== Exercise data
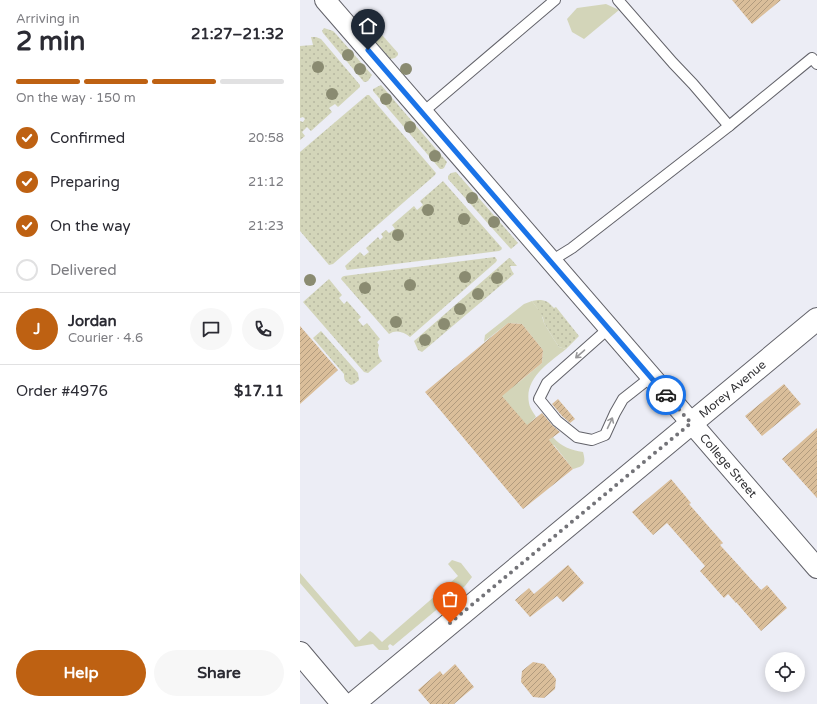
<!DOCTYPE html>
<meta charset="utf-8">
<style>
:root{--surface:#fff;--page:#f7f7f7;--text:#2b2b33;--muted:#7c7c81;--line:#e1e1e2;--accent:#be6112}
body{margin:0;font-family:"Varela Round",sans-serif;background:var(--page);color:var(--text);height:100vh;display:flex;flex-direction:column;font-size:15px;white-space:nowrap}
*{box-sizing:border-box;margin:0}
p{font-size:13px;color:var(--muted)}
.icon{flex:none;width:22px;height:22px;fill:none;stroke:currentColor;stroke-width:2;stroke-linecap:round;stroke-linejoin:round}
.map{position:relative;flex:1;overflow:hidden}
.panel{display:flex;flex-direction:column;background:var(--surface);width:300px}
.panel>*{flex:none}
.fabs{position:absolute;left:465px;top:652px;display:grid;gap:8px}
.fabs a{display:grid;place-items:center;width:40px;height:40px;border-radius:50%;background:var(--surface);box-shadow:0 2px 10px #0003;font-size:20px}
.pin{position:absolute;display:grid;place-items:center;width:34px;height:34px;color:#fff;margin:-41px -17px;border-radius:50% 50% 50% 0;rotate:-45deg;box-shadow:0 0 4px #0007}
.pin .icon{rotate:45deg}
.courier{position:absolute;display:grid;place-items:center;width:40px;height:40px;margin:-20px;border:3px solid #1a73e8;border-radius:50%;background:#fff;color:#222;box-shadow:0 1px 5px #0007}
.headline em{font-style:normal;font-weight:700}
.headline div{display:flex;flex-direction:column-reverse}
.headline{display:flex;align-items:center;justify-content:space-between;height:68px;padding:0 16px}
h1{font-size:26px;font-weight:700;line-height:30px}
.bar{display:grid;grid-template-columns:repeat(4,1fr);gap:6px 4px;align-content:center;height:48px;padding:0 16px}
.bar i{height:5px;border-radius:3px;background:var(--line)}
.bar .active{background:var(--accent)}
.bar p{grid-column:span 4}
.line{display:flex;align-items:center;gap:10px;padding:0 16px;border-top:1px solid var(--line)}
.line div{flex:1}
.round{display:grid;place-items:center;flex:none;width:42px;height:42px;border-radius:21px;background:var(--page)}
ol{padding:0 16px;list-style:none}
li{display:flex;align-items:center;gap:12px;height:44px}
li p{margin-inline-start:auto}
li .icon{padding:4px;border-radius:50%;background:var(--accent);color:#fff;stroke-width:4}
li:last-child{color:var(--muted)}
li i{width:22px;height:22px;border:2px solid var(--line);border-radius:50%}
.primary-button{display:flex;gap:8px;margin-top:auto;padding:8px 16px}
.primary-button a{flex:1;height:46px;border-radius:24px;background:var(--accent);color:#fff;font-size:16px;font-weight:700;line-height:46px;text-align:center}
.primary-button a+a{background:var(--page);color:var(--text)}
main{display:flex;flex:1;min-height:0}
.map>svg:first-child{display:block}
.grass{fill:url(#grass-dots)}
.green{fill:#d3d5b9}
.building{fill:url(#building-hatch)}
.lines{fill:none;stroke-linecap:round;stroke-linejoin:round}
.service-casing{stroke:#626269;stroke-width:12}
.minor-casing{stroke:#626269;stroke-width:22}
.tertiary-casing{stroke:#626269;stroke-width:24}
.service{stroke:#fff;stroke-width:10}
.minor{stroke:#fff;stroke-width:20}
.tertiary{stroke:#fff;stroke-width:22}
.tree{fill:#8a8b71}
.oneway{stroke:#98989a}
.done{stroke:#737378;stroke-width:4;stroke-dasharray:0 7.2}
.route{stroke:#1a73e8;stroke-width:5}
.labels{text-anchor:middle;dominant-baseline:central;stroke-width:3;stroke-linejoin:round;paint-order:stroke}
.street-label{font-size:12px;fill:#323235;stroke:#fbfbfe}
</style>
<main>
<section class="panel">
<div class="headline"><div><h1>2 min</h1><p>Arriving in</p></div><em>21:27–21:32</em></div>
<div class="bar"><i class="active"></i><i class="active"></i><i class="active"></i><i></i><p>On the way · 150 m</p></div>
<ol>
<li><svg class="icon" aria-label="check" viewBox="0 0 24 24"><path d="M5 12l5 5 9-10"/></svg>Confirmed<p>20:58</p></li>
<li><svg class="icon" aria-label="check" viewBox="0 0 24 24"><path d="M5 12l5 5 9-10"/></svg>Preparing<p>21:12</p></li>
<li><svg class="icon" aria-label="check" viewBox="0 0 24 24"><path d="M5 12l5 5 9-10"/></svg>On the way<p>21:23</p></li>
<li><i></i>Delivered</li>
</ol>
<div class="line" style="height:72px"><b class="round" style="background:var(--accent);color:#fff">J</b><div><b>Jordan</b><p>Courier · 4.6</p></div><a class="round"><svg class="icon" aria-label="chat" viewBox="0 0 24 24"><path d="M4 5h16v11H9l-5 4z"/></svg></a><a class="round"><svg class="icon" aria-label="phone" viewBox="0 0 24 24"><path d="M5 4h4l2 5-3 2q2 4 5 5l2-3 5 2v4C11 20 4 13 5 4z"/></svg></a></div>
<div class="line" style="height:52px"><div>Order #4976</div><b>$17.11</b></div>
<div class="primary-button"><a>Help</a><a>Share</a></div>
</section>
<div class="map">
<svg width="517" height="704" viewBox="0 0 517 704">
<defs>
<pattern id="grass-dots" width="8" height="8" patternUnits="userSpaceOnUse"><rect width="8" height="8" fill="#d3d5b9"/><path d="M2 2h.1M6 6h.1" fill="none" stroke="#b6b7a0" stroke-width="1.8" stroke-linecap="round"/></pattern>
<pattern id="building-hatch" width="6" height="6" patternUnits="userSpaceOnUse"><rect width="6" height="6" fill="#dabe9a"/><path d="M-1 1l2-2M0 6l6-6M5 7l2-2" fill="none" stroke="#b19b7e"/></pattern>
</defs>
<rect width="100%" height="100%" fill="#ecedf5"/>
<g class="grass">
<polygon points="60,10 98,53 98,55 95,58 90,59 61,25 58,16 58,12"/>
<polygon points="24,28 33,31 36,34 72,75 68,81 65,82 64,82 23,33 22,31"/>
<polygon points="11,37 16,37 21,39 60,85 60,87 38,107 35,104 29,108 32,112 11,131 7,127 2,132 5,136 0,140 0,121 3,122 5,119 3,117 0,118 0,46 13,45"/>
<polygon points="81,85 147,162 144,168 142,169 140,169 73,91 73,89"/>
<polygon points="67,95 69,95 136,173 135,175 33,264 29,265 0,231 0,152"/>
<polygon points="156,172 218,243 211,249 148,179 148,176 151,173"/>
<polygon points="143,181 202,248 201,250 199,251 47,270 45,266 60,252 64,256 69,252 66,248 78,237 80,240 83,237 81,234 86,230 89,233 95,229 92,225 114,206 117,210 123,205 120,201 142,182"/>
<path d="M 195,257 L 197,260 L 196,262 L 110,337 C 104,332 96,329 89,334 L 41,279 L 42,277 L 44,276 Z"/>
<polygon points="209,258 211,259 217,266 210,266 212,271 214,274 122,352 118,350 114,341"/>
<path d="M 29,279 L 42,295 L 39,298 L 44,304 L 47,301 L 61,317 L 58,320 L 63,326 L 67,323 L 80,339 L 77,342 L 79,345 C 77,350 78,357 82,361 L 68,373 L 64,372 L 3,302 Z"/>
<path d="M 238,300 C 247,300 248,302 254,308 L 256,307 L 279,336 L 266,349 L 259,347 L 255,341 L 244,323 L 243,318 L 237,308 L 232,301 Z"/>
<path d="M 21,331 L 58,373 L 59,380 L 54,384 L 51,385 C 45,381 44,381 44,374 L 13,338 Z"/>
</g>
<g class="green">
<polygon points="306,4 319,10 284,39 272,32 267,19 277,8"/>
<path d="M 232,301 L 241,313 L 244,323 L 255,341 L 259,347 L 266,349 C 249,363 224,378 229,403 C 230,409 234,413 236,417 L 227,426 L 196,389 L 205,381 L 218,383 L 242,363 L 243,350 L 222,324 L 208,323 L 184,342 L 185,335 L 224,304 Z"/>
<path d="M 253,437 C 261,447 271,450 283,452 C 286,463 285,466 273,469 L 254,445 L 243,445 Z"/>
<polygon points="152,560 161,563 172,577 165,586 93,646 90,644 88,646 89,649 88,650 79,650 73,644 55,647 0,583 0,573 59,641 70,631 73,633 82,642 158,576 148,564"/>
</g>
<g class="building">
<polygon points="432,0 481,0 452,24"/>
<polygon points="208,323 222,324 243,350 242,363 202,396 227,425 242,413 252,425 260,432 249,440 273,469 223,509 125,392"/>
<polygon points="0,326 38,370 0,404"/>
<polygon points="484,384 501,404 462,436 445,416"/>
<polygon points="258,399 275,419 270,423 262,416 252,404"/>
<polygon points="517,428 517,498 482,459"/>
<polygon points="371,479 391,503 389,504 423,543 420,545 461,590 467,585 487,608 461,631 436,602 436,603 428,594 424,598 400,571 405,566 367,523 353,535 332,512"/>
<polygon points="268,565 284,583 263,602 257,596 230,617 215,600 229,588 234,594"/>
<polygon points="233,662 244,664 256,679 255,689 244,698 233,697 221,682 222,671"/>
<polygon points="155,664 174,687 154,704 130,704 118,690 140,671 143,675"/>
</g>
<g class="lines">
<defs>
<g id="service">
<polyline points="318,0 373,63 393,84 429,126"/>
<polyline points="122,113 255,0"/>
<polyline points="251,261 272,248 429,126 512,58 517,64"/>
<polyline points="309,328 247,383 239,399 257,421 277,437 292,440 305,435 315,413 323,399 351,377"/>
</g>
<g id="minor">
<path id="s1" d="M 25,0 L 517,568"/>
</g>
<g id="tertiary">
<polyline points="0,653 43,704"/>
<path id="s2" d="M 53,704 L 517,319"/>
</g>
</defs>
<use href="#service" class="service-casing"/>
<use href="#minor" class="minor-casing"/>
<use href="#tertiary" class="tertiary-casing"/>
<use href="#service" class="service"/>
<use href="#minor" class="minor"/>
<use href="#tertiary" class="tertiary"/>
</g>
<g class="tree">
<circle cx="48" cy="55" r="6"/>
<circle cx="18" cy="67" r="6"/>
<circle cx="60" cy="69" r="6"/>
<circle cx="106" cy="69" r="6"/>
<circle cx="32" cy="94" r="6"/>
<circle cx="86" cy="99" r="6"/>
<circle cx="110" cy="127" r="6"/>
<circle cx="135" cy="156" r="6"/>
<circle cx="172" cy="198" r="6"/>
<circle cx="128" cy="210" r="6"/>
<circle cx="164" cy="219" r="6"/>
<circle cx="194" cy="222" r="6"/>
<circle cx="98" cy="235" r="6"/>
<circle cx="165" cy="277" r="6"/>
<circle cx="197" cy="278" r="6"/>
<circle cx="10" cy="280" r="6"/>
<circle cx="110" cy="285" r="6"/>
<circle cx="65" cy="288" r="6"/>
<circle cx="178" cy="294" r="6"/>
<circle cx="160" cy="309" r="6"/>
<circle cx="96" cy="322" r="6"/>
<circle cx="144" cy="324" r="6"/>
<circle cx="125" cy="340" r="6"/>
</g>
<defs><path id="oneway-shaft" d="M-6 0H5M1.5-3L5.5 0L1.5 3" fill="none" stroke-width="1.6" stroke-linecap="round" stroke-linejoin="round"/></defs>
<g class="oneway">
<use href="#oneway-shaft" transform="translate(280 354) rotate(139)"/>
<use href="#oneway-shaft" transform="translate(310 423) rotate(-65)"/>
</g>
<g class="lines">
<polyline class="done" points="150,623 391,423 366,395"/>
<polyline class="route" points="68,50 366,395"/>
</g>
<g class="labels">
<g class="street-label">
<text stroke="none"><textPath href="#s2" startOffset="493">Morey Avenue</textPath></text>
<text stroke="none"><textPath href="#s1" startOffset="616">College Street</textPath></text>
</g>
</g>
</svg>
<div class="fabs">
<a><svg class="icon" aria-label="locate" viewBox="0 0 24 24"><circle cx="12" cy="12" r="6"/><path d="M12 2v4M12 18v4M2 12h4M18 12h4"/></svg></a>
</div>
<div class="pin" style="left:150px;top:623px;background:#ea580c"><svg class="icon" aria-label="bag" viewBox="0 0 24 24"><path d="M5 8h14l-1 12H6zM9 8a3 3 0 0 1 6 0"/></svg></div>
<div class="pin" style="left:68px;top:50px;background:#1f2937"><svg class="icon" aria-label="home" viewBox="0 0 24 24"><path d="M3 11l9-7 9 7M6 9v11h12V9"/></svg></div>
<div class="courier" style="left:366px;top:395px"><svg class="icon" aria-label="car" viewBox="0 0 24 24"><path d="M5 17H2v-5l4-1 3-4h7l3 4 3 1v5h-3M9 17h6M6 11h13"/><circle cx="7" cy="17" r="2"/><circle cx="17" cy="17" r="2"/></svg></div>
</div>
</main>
====
== Exercise data
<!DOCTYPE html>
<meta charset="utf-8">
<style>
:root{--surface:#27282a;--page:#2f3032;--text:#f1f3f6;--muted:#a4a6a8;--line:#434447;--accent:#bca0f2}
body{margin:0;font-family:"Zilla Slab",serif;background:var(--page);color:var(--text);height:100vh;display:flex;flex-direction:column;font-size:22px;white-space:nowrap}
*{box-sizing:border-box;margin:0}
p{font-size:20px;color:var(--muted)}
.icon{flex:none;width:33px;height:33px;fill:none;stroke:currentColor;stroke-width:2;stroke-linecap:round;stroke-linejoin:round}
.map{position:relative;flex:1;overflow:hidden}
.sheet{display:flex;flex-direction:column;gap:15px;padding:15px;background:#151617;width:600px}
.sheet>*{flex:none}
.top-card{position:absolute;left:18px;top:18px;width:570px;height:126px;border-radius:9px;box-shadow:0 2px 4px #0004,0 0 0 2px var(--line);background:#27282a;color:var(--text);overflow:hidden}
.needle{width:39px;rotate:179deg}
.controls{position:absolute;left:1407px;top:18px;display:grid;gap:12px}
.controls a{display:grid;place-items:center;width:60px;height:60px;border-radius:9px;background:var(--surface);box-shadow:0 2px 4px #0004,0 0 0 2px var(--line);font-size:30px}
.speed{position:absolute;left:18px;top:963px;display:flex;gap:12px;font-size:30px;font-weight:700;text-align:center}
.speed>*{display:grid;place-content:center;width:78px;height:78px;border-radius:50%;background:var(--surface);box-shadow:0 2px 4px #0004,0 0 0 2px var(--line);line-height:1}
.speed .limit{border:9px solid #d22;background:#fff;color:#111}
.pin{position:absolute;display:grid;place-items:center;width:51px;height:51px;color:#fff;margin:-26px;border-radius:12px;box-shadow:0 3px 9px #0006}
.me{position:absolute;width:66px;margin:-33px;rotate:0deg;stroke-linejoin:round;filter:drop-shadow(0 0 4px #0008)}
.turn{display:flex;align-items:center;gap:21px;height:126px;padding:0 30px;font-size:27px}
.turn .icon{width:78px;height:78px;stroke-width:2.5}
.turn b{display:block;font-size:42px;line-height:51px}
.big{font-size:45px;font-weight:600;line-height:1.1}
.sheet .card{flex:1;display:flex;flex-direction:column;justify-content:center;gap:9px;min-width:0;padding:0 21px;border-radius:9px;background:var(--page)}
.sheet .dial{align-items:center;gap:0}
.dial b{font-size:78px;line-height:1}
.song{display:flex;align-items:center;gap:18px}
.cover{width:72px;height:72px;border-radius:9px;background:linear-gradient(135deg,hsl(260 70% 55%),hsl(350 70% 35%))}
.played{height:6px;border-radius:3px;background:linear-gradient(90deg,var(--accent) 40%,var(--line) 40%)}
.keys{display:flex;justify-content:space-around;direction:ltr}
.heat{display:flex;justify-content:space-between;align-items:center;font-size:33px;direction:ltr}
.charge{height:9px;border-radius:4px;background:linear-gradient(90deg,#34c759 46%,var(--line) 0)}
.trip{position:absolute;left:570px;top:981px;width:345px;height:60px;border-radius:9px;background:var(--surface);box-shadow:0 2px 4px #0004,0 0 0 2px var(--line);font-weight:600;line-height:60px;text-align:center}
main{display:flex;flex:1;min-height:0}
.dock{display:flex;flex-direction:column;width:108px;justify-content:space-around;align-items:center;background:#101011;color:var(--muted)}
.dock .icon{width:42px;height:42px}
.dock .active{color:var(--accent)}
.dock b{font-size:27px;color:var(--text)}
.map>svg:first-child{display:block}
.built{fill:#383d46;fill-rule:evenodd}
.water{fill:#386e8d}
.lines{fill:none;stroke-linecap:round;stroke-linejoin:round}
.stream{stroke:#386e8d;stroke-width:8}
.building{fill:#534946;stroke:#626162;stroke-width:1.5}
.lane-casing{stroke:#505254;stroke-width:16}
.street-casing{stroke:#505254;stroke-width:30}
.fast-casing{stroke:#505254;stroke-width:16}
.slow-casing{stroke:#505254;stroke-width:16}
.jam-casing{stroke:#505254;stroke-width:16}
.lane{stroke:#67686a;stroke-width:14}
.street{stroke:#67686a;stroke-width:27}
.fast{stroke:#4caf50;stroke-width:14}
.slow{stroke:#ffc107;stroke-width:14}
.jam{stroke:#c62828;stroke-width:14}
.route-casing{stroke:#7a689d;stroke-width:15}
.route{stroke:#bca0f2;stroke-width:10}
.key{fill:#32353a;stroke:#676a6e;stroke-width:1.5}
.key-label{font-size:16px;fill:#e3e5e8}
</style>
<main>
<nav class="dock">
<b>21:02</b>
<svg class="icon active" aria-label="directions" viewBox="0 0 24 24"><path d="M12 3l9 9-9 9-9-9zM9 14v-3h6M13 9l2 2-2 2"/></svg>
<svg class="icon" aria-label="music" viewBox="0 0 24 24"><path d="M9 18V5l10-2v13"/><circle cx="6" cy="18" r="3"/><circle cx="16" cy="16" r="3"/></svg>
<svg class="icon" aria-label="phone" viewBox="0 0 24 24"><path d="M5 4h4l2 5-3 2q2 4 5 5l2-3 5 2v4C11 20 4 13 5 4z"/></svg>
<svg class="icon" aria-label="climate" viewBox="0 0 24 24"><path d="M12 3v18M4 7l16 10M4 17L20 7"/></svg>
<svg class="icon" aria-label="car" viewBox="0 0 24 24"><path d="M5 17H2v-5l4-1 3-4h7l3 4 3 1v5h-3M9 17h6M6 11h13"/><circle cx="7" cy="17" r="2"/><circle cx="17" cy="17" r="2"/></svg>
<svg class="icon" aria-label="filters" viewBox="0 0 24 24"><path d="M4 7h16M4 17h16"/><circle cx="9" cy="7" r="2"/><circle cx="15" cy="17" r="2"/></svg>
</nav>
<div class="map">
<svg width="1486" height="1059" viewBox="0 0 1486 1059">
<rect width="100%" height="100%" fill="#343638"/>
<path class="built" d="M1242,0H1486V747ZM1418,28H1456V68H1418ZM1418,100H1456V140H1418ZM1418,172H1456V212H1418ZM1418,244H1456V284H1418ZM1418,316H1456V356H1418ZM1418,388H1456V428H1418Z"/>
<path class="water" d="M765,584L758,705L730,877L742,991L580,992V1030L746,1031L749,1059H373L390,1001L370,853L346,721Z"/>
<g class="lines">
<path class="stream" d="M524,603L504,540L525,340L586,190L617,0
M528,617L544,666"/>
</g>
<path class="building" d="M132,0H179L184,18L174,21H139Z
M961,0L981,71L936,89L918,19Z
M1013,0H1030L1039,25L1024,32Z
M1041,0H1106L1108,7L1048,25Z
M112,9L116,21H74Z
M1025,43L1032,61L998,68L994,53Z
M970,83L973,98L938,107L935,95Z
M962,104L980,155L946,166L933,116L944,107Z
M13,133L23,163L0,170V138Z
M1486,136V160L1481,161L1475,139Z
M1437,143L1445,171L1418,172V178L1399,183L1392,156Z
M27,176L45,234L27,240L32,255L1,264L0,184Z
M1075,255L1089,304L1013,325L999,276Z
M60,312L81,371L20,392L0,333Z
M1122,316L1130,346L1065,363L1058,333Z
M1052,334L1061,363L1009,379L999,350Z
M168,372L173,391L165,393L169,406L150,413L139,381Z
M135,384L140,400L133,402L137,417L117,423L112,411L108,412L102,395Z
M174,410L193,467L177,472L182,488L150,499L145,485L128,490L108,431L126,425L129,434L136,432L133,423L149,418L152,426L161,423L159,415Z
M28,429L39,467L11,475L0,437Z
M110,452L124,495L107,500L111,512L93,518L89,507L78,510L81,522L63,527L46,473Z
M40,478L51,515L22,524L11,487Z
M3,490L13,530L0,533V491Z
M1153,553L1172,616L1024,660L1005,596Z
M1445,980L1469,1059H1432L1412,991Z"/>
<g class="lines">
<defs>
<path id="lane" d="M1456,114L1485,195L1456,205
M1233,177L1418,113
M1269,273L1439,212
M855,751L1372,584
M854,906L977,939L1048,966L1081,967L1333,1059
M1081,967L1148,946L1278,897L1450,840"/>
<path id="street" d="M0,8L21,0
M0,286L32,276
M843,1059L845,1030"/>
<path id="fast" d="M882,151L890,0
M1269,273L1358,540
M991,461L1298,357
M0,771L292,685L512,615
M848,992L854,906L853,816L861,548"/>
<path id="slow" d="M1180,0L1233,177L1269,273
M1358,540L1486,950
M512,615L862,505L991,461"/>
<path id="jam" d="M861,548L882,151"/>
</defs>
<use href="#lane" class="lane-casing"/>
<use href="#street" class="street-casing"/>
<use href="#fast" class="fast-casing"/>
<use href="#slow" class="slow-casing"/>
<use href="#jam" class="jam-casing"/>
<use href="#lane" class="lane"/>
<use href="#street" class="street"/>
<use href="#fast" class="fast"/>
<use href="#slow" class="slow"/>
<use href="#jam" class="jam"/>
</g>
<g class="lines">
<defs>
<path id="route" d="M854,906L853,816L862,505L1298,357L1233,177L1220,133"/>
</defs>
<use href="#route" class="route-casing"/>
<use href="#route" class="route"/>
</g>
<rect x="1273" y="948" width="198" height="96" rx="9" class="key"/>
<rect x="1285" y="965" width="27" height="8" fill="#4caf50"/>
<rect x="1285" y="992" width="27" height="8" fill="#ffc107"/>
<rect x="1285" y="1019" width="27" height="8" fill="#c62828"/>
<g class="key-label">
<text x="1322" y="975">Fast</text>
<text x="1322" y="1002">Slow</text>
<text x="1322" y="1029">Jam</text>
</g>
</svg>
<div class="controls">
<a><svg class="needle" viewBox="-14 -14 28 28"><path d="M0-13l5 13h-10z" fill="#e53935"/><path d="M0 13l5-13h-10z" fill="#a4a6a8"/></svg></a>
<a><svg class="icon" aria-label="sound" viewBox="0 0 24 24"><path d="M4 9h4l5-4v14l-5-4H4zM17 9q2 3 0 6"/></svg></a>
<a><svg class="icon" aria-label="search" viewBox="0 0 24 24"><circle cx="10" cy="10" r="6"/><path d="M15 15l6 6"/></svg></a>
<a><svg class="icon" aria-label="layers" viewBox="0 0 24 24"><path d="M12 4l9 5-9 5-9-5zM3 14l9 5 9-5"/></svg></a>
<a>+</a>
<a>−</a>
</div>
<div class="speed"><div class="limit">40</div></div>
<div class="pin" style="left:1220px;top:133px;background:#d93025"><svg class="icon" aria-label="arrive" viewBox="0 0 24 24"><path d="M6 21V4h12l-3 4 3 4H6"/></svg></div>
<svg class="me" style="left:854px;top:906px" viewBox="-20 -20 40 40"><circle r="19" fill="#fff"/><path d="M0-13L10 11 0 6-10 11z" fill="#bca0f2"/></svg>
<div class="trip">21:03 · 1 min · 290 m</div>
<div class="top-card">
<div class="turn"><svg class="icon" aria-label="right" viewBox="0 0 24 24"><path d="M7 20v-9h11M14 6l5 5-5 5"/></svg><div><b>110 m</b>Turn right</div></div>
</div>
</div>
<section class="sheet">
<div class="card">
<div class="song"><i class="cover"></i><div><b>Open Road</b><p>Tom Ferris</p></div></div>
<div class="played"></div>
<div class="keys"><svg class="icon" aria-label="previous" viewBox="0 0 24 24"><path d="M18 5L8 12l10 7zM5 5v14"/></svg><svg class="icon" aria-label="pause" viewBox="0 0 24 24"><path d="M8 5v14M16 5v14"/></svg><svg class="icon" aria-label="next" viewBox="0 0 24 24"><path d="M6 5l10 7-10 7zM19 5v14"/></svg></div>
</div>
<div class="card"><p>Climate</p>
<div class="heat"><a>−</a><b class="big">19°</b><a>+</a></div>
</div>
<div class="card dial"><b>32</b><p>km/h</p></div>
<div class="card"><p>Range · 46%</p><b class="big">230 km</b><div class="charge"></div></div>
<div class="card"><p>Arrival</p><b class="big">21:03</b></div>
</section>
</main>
====
**Goal of the exercise:** Go through the material and select each line with the string "panel" in it.

**The completed task:**
.panel{display:flex;flex-direction:column;background:var(--surface);width:300px}
.panel>*{flex:none}
<section class="panel">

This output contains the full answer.